Direct testing refutes the IPCC’s assertion that “the correlation of warming with industrial and socioeconomic development ceases to be statistically significant” upon controlling for atmospheric circulation patterns.

The correlations are quite robust to the inclusion of atmospheric circulation indicators, confirming the presence of significant extraneous signals in surface climate data on a scale sufficient to account for about half the observed upward trend over land since 1980.

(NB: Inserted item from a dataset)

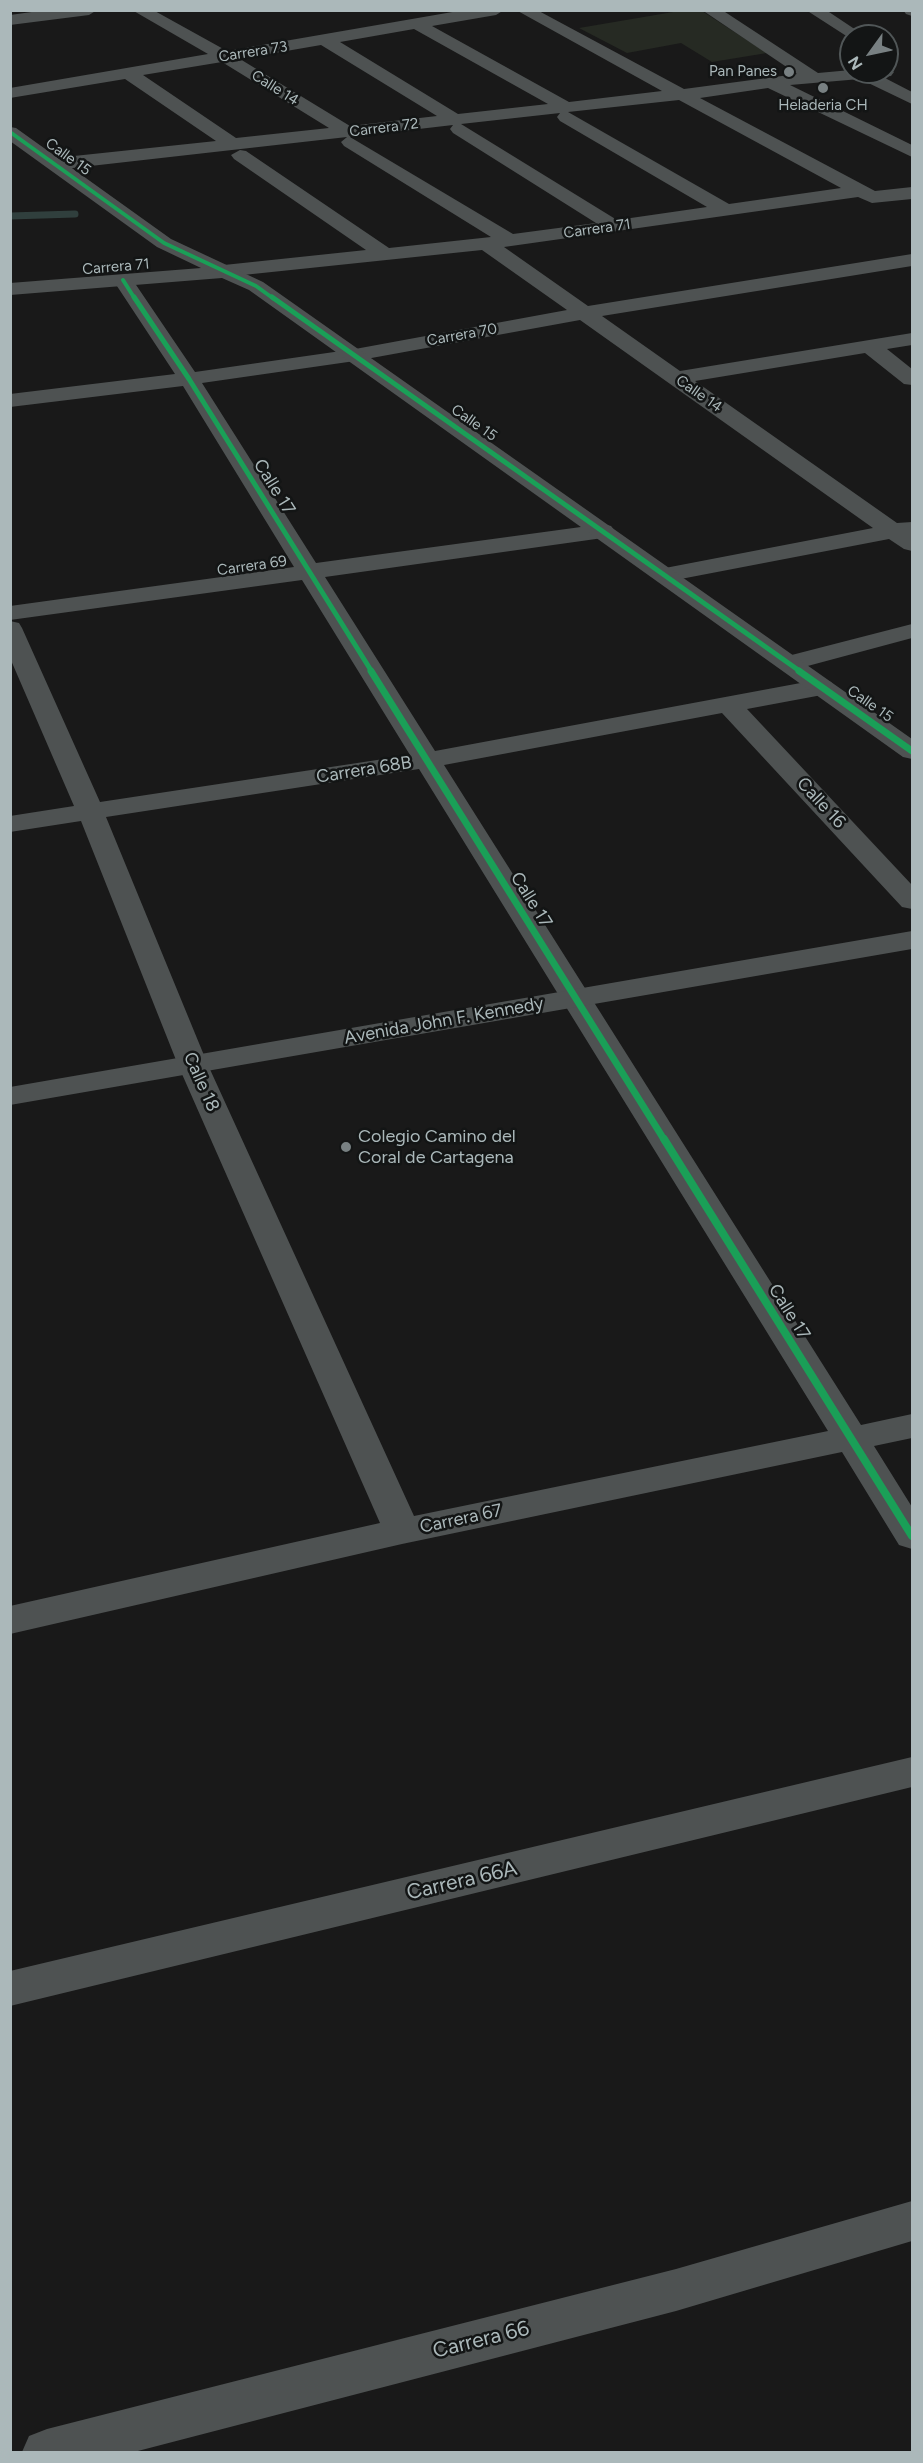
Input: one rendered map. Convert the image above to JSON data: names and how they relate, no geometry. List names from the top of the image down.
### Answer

As discussed in the underlying papers by deLaat and Maurellis and McKitrick and Michaels, socioeconomic activity can lead to purely local atmospheric modifications (such as temporary increases in local particulates and aerosols) as well as land-surface modifications and data inhomogeneities, and these can cause apparent trends in temperature data that should not be interpreted as general climatic changes. As was noted half a century ago by J. Murray Mitchell Jr., “The problem remains one of determining what part of a given temperature trend is climatically real and what part the result of observational difficulties and of artificial modification of the local environment.” (Mitchell Jr., 1953).

The results herein show that this longstanding concern is likely still relevant, and the hypothesis used by the IPCC to dismiss it cannot be supported by the data. A substantial fraction of the post-1980 trends in gridded climate data over land are likely not “climatically real” but result from data quality problems and local environmental modifications.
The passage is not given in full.